Não há como negar a realidade da dor e do sofrimento, mas há como SENTIR através deste caminho um apontamento… um dedo que aponta para uma lua… uma cruz de madeira fincada num chão que aponta para um céu… uma esperança da semente pequeníssima, desafiando a gravidade de um planeta inteiro, infiltrando uma a uma sua raiz na terra apertada, para que desde sua primeira folhinha, a grande árvore aponte para o alto e ganhe o espaço livre… Há imagens que dizem o que as palavras empobrecem… mas também apontam, de alguma forma. A razão, a lógica e a linguagem intimidam-se diante do que não “esquadrinham”. As teologias “teorizam” sobre as hierofanias. Mas, é na intimidade da verdade de sua própria dor que qualquer um pode refazer esse “percurso”, esse Caminho do Coração. A inegável dor, a estonteante dor, a nossa dor anseia por colo, por luz, por paz, por sentido, por encontro… por alegria. Este é o Caminho do Coração.

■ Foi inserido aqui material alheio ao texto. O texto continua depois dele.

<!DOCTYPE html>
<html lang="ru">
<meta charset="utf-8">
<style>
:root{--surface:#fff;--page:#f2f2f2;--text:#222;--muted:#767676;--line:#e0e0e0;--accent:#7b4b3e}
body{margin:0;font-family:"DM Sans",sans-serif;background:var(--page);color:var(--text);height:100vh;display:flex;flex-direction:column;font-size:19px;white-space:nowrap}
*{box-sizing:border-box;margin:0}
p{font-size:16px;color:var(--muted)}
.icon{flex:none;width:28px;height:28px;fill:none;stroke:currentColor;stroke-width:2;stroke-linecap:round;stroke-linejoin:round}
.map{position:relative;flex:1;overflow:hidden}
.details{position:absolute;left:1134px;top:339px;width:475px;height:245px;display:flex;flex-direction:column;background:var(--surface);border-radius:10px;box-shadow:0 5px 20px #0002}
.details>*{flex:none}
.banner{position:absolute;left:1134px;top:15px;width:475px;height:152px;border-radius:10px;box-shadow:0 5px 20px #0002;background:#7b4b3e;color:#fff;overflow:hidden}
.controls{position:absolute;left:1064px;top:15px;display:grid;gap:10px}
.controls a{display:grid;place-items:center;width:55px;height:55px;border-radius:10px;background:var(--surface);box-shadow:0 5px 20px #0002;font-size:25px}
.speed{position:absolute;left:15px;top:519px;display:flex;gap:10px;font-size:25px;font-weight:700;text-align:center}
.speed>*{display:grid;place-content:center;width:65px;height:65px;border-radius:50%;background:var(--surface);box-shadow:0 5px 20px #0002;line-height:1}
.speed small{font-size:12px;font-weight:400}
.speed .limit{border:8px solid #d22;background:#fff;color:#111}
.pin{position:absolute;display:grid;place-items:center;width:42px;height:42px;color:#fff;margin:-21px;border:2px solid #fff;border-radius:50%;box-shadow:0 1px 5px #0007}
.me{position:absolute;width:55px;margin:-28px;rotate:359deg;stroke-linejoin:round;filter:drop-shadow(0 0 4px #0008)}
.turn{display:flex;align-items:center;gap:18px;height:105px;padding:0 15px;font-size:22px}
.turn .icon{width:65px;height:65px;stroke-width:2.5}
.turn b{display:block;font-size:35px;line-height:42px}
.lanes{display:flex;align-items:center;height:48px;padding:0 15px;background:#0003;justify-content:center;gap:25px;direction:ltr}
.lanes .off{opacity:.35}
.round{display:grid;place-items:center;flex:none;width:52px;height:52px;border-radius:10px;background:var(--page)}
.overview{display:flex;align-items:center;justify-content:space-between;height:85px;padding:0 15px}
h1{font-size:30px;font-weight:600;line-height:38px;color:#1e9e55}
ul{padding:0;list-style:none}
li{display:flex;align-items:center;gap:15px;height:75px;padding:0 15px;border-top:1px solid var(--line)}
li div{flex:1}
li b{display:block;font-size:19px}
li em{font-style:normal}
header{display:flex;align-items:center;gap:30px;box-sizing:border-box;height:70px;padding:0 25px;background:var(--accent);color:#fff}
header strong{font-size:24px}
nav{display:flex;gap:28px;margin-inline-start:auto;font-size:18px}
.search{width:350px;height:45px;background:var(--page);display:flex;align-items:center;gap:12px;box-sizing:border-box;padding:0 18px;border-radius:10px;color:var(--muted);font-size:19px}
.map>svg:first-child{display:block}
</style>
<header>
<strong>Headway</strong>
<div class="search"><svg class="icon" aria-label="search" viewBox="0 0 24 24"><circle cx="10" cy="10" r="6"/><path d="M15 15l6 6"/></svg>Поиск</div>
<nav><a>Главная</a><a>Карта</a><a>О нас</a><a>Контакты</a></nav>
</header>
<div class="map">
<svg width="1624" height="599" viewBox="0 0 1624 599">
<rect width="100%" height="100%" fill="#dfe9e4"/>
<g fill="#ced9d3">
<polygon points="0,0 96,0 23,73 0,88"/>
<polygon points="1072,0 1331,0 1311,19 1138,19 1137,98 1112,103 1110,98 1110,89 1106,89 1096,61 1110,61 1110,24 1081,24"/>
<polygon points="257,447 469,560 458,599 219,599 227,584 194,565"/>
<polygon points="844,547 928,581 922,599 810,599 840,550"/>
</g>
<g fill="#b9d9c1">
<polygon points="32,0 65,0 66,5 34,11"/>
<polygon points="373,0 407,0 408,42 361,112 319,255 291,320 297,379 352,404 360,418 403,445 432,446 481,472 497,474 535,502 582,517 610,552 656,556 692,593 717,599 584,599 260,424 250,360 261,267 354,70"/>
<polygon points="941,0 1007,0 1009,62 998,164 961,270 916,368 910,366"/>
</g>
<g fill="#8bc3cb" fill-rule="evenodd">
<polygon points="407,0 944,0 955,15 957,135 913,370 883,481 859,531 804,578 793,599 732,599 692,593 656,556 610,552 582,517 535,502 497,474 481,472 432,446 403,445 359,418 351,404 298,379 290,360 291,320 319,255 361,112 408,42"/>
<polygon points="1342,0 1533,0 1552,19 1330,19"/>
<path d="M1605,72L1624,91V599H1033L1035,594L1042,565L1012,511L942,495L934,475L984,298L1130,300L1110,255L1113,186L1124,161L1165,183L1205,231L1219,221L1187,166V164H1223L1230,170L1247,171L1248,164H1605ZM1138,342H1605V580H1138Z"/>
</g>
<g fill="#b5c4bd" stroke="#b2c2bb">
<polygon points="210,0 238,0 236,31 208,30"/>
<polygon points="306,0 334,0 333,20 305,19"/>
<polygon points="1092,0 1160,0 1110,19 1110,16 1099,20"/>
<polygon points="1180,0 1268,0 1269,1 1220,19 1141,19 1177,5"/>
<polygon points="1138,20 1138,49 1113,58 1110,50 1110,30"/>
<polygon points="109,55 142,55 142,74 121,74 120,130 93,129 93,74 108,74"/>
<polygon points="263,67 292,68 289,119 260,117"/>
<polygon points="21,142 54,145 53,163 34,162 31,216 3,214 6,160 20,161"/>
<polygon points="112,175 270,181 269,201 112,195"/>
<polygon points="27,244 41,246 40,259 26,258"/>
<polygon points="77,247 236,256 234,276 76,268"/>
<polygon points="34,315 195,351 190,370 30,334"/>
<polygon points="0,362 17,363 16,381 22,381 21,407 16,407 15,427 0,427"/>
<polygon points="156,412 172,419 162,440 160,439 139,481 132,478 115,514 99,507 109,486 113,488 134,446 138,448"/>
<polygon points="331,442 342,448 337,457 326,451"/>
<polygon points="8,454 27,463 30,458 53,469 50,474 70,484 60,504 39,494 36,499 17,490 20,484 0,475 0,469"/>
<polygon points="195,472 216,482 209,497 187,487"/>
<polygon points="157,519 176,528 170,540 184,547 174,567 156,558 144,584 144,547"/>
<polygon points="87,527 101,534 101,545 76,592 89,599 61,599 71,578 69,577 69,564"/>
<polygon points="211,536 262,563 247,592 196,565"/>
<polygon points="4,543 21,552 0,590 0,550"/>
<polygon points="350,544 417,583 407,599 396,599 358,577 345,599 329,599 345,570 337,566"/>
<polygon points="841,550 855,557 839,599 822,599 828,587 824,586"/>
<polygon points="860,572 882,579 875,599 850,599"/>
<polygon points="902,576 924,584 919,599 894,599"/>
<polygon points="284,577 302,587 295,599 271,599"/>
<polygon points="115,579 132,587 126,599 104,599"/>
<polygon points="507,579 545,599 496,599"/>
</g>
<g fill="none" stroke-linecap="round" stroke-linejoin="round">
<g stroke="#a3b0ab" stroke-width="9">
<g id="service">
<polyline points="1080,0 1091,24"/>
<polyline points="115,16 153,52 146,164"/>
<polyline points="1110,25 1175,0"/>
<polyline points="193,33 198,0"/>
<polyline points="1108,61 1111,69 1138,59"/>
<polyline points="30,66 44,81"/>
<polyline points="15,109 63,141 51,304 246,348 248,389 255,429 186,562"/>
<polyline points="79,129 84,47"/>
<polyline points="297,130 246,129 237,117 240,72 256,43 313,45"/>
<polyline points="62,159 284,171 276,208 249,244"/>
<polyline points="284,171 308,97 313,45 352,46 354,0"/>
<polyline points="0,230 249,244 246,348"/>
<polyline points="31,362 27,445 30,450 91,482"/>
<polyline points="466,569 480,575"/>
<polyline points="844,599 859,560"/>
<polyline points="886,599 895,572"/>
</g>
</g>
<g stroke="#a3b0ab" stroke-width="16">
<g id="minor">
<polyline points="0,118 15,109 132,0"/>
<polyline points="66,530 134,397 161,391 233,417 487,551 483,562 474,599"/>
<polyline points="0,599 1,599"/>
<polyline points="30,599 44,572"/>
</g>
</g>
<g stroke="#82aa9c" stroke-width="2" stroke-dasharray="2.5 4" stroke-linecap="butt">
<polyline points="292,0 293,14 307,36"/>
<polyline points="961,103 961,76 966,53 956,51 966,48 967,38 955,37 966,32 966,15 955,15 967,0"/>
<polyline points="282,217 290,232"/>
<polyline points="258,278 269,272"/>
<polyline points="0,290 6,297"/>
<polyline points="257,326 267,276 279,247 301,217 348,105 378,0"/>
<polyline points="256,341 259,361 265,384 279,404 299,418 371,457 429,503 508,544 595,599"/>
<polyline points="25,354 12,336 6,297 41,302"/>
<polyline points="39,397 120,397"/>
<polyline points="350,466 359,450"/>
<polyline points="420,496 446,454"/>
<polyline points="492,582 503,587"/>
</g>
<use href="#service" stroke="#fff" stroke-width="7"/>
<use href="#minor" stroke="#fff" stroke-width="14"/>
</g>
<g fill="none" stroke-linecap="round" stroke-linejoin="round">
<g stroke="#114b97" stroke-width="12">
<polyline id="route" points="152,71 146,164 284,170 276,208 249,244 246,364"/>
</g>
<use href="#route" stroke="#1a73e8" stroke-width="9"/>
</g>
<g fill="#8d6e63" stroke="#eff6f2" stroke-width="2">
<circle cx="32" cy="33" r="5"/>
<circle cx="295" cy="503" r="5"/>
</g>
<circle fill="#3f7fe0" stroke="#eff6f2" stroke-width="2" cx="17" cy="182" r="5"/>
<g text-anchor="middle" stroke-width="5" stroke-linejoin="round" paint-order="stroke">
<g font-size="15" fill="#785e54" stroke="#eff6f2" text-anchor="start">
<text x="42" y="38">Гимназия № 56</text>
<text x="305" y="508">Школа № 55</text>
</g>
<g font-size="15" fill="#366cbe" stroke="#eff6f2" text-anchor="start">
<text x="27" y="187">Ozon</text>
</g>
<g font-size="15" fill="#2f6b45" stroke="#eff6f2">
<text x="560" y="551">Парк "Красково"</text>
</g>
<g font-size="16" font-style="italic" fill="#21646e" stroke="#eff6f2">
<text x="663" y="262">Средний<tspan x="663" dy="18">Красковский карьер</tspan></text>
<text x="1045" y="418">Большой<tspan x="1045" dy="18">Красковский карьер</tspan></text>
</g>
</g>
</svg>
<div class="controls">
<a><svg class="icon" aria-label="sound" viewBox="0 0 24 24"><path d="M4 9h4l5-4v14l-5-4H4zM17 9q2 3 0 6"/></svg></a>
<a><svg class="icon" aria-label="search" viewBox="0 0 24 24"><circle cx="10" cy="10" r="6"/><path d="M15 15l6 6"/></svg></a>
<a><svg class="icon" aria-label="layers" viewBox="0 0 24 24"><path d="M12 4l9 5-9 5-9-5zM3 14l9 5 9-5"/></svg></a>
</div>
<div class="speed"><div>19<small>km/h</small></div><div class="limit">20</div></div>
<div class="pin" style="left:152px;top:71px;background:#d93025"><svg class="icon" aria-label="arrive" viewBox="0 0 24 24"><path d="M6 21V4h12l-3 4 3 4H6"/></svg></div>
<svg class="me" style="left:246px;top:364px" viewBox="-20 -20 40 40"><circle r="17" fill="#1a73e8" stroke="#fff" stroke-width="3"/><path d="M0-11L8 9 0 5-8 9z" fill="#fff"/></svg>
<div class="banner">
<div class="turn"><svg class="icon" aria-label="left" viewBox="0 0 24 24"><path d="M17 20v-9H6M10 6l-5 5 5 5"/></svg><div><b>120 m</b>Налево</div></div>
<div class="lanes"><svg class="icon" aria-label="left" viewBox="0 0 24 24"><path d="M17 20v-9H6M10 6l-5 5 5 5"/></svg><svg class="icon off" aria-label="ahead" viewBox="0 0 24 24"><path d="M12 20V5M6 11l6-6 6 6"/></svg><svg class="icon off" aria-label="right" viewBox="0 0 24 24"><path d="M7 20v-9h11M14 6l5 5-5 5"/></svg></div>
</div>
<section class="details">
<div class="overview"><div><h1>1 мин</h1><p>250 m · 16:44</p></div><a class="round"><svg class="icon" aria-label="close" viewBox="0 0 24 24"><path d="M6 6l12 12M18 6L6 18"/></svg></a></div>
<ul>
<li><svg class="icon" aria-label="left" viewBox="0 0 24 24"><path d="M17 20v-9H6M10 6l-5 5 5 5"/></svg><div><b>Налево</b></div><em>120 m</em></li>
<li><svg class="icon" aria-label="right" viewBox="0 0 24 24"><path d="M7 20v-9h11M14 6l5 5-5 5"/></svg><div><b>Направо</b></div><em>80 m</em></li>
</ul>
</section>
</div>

Não é necessário desdizer nossas incoerências e desejos humanos… não é preciso negar nossas insatisfações e atropelos… Mas, se pode ir além e através. Observar que há coisas que “permanecemos sabendo”, como engolir, como piscar, como bocejar, prosseguir sossegadamente… Há. Prossiga e deixe-se envolver por essa “confiança” que veio do silêncio!

Caminhe o caminho do coração. Sinta e sinta. Silencie, profundamente, e ouça o silêncio.

Hoje eu o ouvi dizendo:

Vai Passar E Você Sairá Disso Maior, Melhor E Mais Forte.

Nilcy Garcia, minha terapeuta linda e amada, para sempre.